My discovery of the month has been one of the finest documentaries on a great musician I’ve ever seen. Directed by Bruno Monsaingeon in 2014, Maurizio Pollini - A Musical Portrait is built around a revealing interview with the usually reticent pianist (in Italian with English subtitles) interlaced with a wealth of dazzling performance footage, especially from the early years of his career, and ranging across his repertoire, from Beethoven and Chopin to Boulez and Stockhausen.

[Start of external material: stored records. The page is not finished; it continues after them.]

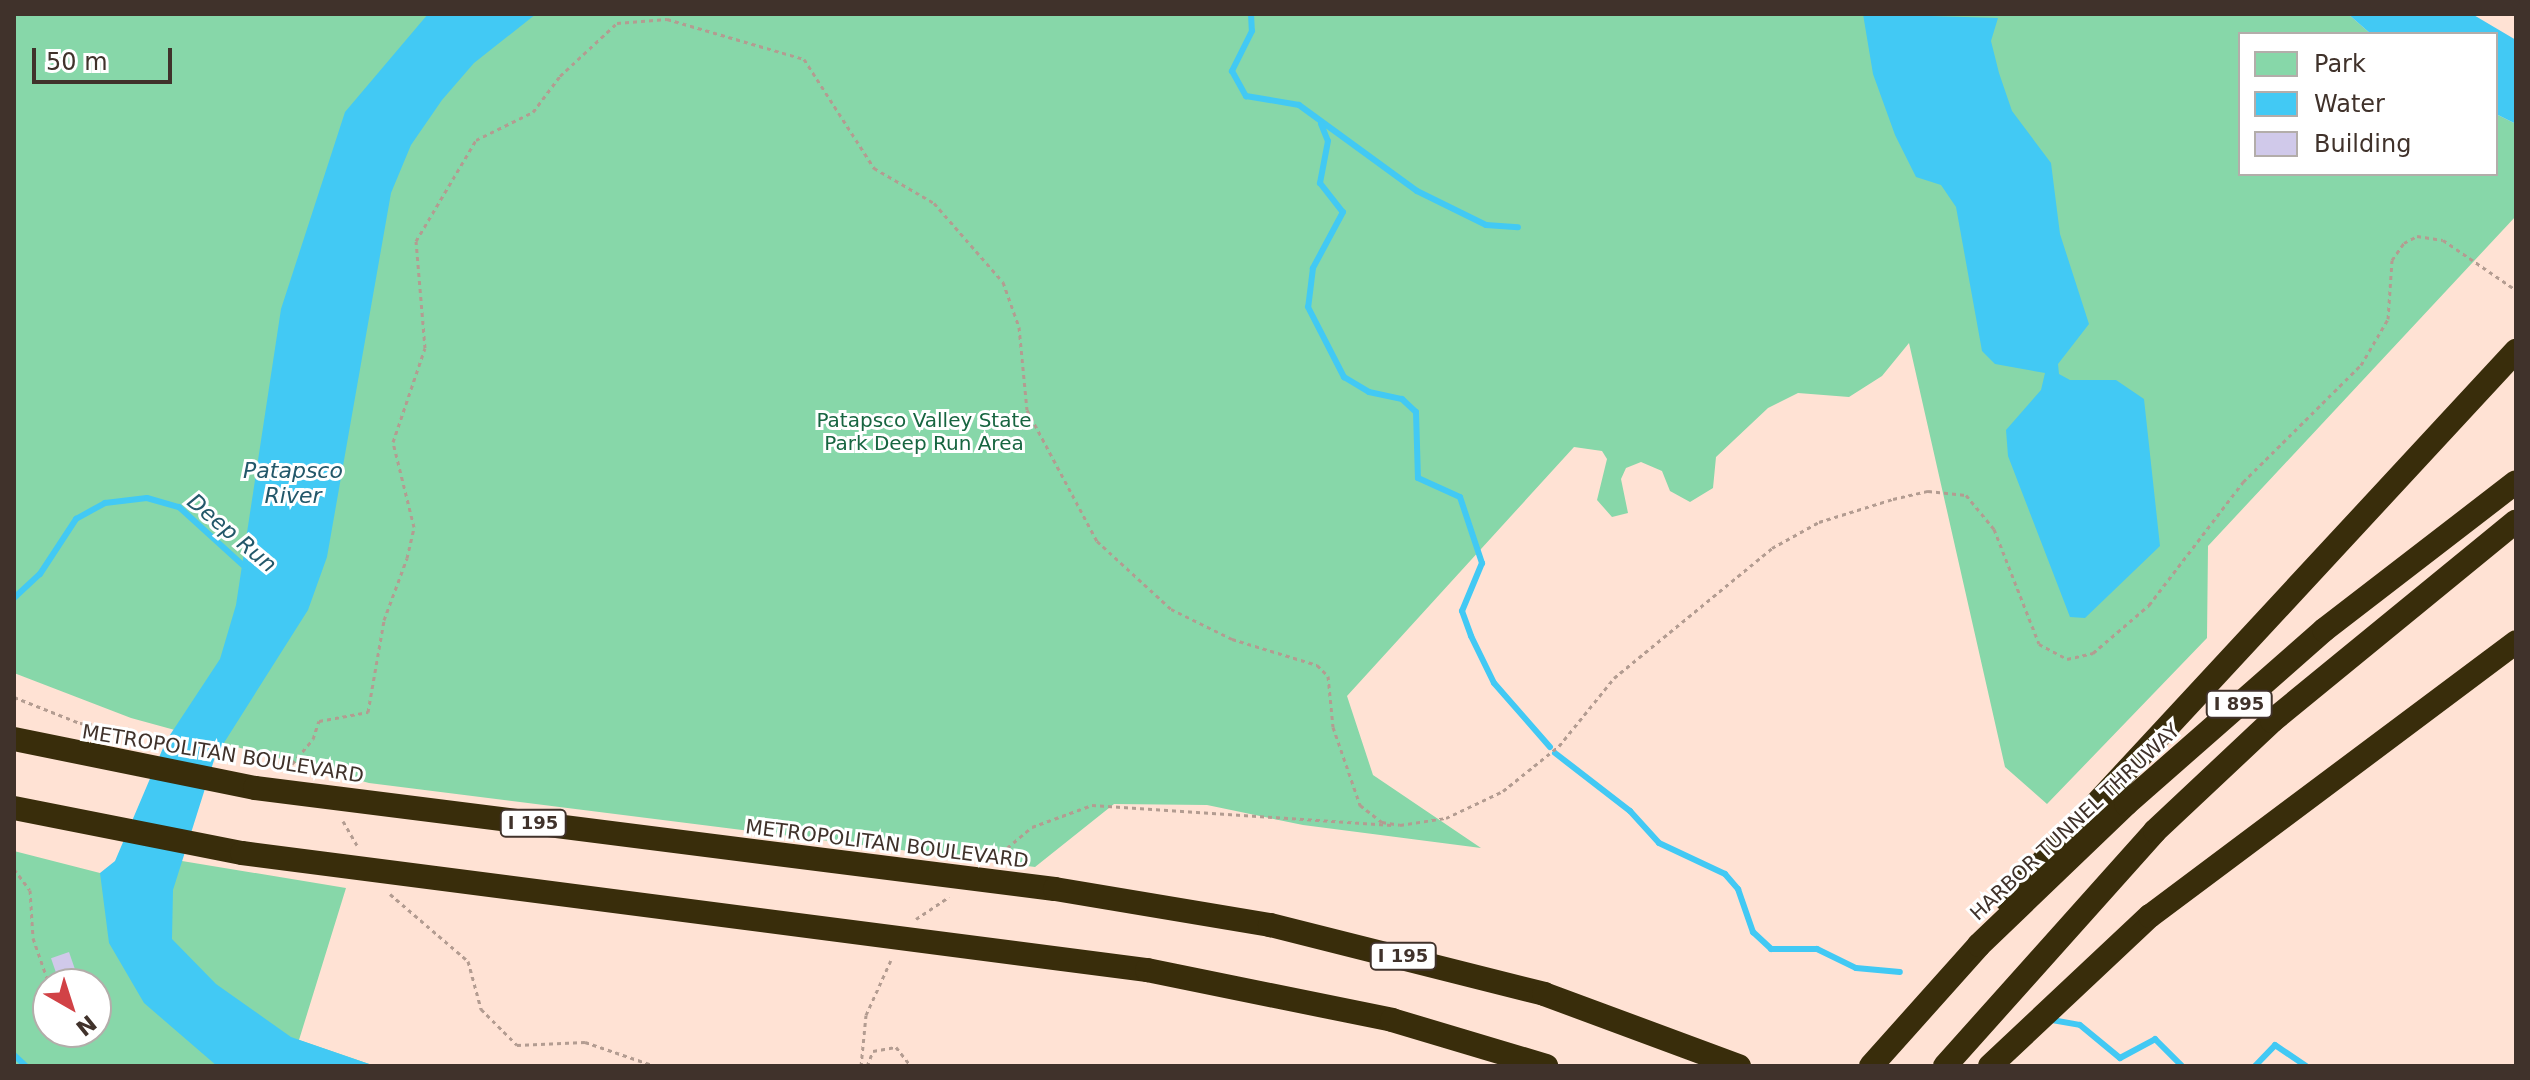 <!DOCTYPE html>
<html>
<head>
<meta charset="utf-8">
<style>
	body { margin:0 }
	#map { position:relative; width:2530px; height:1080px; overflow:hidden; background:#ffe2d4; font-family:"DejaVu Sans",sans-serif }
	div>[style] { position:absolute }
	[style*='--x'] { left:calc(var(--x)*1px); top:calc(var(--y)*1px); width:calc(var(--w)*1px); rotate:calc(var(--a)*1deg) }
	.green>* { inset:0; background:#87d7a9 }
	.water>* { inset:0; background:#42c9f4 }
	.stream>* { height:6px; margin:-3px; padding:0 3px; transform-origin:3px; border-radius:3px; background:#42c9f4 }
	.building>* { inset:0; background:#d0c9ea; transform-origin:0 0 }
	.path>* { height:3px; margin-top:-1.5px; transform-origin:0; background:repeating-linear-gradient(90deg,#b39c91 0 4px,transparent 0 8px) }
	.highway>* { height:24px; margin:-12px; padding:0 12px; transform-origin:12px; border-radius:12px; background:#392d0b }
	span { translate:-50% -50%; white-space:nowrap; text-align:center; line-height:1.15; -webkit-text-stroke:6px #fff; paint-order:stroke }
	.shield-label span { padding:2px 6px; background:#fff; border:2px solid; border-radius:6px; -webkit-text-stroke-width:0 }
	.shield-label { font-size:18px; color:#40322b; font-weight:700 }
	.park-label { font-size:20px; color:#176540 }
	.street-label { font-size:20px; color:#40322b }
	.water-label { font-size:22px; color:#23586a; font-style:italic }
	.frame { position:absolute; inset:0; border:16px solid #40322b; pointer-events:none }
	.legend { position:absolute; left:2238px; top:32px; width:260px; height:144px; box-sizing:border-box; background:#fff; border:2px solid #b3adaa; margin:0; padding:10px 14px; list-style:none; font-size:24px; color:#40322b }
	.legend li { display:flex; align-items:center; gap:16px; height:40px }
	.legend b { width:40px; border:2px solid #b3adaa }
	.north { position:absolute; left:32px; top:968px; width:80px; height:80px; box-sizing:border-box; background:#fff; border:2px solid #b3adaa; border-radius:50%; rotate:141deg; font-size:22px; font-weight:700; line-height:32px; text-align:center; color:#40322b }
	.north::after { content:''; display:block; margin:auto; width:28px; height:36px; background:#d14246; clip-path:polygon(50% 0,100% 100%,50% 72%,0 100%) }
	.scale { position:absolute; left:32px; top:48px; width:140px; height:36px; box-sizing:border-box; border:4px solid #40322b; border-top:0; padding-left:10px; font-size:24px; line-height:28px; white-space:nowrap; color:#40322b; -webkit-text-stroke:6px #fff; paint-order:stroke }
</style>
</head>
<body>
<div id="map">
	<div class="green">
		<div style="clip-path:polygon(14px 14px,2348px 14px,2371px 34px,2240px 34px,2240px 174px,2496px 174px,2496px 114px,2516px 124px,2516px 216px,2208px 546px,2207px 638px,2047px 804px,2005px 767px,1909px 343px,1882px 376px,1849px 397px,1798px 393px,1768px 408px,1716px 457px,1713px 488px,1690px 502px,1670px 491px,1662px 471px,1641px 462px,1626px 468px,1621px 479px,1628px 513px,1612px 517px,1597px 500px,1607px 459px,1602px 451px,1574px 447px,1347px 696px,1373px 775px,1481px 848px,1303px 825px,1207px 805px,1114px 804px,1035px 867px,369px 783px,131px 718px,14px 673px)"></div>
		<div style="clip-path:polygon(evenodd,14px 851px,100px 873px,182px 861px,346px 888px,299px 1040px,375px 1066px,14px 1066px,14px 851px,48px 984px,96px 984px,96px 1032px,48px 1032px,48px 984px)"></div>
	</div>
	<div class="water">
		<div style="clip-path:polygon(428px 14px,536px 14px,474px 63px,442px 100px,411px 145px,391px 193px,327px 557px,308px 610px,215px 757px,173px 890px,172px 939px,216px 984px,291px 1037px,375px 1066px,217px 1066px,144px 1003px,109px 943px,100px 873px,115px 861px,166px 741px,220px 659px,236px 605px,281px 309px,345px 112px)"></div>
		<div style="clip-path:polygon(1863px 14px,1998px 18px,1991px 41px,1999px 73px,2012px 111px,2051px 163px,2060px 234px,2089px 324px,2058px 364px,2059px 374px,2070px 380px,2116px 380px,2144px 399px,2160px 546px,2085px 618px,2070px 617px,2008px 456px,2006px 430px,2041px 390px,2045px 373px,1995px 364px,1982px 351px,1956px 207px,1941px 185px,1916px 177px,1895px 135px,1873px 74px)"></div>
		<div style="clip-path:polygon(2348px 14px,2472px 14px,2516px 40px,2516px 124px,2496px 114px,2496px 34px,2371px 34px)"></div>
	</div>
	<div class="stream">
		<div style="--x:1251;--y:14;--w:17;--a:87"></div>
		<div style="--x:1252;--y:31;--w:45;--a:116.6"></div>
		<div style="--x:1232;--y:71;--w:29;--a:61"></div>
		<div style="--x:1246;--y:96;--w:54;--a:9.6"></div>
		<div style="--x:1299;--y:105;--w:146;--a:36.1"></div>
		<div style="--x:1417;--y:191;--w:77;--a:26.2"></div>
		<div style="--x:1486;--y:225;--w:32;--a:4"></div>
		<div style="--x:1321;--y:124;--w:18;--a:68"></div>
		<div style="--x:1328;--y:141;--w:43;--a:100.8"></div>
		<div style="--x:1320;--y:183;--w:37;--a:52"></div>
		<div style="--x:1343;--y:212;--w:64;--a:118.2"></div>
		<div style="--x:1313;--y:268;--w:39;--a:97"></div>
		<div style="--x:1308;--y:307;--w:79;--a:62.8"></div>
		<div style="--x:1344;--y:377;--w:29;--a:31"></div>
		<div style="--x:1369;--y:392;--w:34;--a:12"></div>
		<div style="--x:1402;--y:399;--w:19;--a:43"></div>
		<div style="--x:1416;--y:412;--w:66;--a:88.3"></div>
		<div style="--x:1418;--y:478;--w:46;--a:24.3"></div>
		<div style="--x:1460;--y:497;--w:70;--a:71.6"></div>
		<div style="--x:1482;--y:563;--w:52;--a:112.6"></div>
		<div style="--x:1462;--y:611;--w:27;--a:70"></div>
		<div style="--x:1471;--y:636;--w:52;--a:63.9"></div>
		<div style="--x:1494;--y:683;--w:85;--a:48.8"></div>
		<div style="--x:14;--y:598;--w:35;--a:-43"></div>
		<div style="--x:40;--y:574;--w:66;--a:-56.8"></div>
		<div style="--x:76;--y:519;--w:33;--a:-29"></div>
		<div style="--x:105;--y:503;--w:42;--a:-6.8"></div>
		<div style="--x:147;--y:498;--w:33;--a:16"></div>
		<div style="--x:179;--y:507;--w:89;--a:42.3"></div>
		<div style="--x:1555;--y:753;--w:95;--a:37.7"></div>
		<div style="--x:1630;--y:811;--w:43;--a:47.8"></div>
		<div style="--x:1659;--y:843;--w:73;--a:25.2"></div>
		<div style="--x:1725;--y:874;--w:20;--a:49"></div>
		<div style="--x:1738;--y:889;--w:46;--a:70.8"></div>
		<div style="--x:1753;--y:932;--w:25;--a:43"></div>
		<div style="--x:1771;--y:949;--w:46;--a:0"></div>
		<div style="--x:1817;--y:949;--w:43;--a:26"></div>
		<div style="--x:1856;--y:968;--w:44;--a:5.2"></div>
		<div style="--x:2052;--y:1020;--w:28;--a:10"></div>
		<div style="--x:2080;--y:1025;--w:52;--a:39.5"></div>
		<div style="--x:2120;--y:1058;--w:40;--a:-28"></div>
		<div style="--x:2155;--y:1039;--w:38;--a:45"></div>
		<div style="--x:14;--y:1055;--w:16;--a:43"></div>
		<div style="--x:2255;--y:1066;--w:29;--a:-46"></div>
		<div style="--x:2275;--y:1045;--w:37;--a:34"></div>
	</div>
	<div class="building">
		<div style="left:69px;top:952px;width:18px;height:19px;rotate:71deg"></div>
	</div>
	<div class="path">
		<div style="--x:14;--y:697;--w:71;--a:21.5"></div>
		<div style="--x:80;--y:723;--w:50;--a:6.8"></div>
		<div style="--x:287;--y:770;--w:40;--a:-50"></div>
		<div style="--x:313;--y:739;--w:19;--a:-72"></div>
		<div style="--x:319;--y:721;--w:50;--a:-10.4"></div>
		<div style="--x:368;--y:712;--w:93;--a:-80.1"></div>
		<div style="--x:384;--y:620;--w:66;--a:-69.6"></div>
		<div style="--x:407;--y:558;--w:32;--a:-77"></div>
		<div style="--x:414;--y:527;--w:88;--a:-103.9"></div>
		<div style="--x:393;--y:442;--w:99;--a:-71.2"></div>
		<div style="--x:425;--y:348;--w:107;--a:-94.8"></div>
		<div style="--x:416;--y:241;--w:117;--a:-59.3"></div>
		<div style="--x:476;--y:140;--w:64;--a:-26.2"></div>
		<div style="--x:533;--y:112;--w:45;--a:-53.1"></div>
		<div style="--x:560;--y:76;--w:78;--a:-42.9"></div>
		<div style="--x:617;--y:23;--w:50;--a:-4.6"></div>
		<div style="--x:667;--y:19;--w:143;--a:16.3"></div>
		<div style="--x:804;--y:59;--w:130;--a:57.3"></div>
		<div style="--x:874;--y:168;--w:69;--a:30.3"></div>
		<div style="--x:934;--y:203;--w:105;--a:48.9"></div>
		<div style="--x:1003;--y:282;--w:48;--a:70.4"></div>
		<div style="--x:1019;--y:327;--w:83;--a:84.5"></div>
		<div style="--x:1027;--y:410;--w:149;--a:61.9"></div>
		<div style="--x:1097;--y:541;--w:100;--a:42.6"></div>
		<div style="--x:1171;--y:609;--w:68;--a:26.2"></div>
		<div style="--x:1232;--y:639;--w:89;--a:17"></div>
		<div style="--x:1317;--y:665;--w:16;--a:45"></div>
		<div style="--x:1328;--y:676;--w:51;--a:84.4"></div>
		<div style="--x:1333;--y:727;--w:83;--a:70.9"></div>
		<div style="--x:1360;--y:805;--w:28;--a:38"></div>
		<div style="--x:1382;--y:822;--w:18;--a:9"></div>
		<div style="--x:1400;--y:825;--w:47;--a:-8.7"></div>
		<div style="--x:1446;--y:818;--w:63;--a:-25.3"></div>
		<div style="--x:1503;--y:791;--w:72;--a:-38.8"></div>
		<div style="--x:1559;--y:746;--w:87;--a:-51"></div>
		<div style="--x:1614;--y:678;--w:205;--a:-39.4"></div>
		<div style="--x:1772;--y:548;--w:54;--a:-29"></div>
		<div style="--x:1819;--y:522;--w:77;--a:-17.3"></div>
		<div style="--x:1893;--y:499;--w:36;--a:-13"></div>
		<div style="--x:1928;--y:491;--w:38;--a:6"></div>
		<div style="--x:1966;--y:495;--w:44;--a:50.5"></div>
		<div style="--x:1994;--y:529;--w:123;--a:68.6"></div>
		<div style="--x:2039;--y:644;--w:32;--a:28"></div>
		<div style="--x:2067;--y:659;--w:27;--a:-13"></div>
		<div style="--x:2093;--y:653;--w:74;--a:-40.6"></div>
		<div style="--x:2149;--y:605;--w:155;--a:-52.6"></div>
		<div style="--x:2243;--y:482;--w:166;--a:-44.8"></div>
		<div style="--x:2361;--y:365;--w:53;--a:-59.6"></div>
		<div style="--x:2388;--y:319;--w:59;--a:-86.1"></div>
		<div style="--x:2392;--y:260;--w:21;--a:-55"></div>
		<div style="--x:2404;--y:243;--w:15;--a:-28"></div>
		<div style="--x:2417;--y:236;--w:26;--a:9"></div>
		<div style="--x:2443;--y:240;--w:88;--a:34.4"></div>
		<div style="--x:343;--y:821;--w:28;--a:60"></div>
		<div style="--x:995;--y:858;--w:48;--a:-40"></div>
		<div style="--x:1032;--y:827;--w:64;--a:-20.1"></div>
		<div style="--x:1092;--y:805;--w:300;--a:3.8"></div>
		<div style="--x:14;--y:869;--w:26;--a:53"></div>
		<div style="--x:30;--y:890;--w:48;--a:86.4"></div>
		<div style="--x:33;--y:938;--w:49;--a:70.8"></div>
		<div style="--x:390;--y:894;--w:103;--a:40.7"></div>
		<div style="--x:468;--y:961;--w:50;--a:74.8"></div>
		<div style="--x:481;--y:1009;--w:51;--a:45"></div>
		<div style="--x:517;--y:1045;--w:68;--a:-2.5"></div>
		<div style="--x:585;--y:1042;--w:74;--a:18.9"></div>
		<div style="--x:916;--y:919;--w:40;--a:-34"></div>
		<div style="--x:759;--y:1066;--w:9;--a:0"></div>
		<div style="--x:861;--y:1066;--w:51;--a:-84.4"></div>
		<div style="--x:866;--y:1015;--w:60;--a:-65.6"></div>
		<div style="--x:867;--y:1066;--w:16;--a:-68"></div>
		<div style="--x:873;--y:1051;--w:23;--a:-10"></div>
		<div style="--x:896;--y:1047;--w:24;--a:52"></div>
	</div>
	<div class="highway">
		<div style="--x:14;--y:739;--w:246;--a:11.5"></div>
		<div style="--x:255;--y:788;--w:806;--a:7.2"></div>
		<div style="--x:1055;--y:889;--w:218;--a:9.5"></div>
		<div style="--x:1270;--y:925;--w:283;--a:14.1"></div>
		<div style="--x:1544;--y:994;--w:208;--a:20.3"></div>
		<div style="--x:14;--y:808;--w:232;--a:11.2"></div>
		<div style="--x:242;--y:853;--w:913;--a:7.37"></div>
		<div style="--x:1147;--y:970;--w:250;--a:11.5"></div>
		<div style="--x:1392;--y:1020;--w:161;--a:16.6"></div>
		<div style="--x:2007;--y:900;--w:749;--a:-47.17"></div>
		<div style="--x:1871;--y:1066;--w:162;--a:-48.2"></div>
		<div style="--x:1979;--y:945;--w:204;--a:-43.8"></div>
		<div style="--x:2126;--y:804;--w:264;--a:-41.3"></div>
		<div style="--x:2324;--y:630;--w:242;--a:-37.6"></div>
		<div style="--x:1945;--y:1066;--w:315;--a:-48.2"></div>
		<div style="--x:2155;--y:831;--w:161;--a:-43.2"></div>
		<div style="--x:2272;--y:721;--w:315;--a:-39.3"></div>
		<div style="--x:1990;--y:1066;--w:219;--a:-43.2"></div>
		<div style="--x:2150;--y:916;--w:457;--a:-36.8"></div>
	</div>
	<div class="shield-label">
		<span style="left:2239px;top:704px">I 895</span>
		<span style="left:533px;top:823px">I 195</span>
		<span style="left:1403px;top:956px">I 195</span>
	</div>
	<div class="park-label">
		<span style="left:924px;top:432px">Patapsco Valley State<br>Park Deep Run Area</span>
	</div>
	<div class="street-label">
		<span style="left:223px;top:754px;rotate:9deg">METROPOLITAN BOULEVARD</span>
		<span style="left:2075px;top:822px;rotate:-43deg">HARBOR TUNNEL THRUWAY</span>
		<span style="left:887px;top:844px;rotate:7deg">METROPOLITAN BOULEVARD</span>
	</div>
	<div class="water-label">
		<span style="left:293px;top:483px">Patapsco<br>River</span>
		<span style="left:232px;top:533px;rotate:40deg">Deep Run</span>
	</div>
	<div class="frame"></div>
	<ul class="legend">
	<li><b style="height:22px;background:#87d7a9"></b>Park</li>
	<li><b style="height:22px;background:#42c9f4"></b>Water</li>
	<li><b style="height:22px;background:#d0c9ea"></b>Building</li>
	</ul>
	<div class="north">N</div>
	<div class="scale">50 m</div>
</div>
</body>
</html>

My picks for the week ahead
The first of Scottish Opera’s shorts certainly deserves a viewing when it goes online on 18 June, if only for its intriguing title – The Narcissistic Fish is a three-hander set in a restaurant kitchen, with music by Samuel Bordoli and a libretto by Jenni Fagan. And the second of the Live from Covent Garden series on 20 June should be well worth catching, too; David Butt Philip and Sarah Connolly singing Mahler’s Das Lied von der Erde in Schoenberg’s reduced scoring ought to be worth £4.99 in anybody’s money.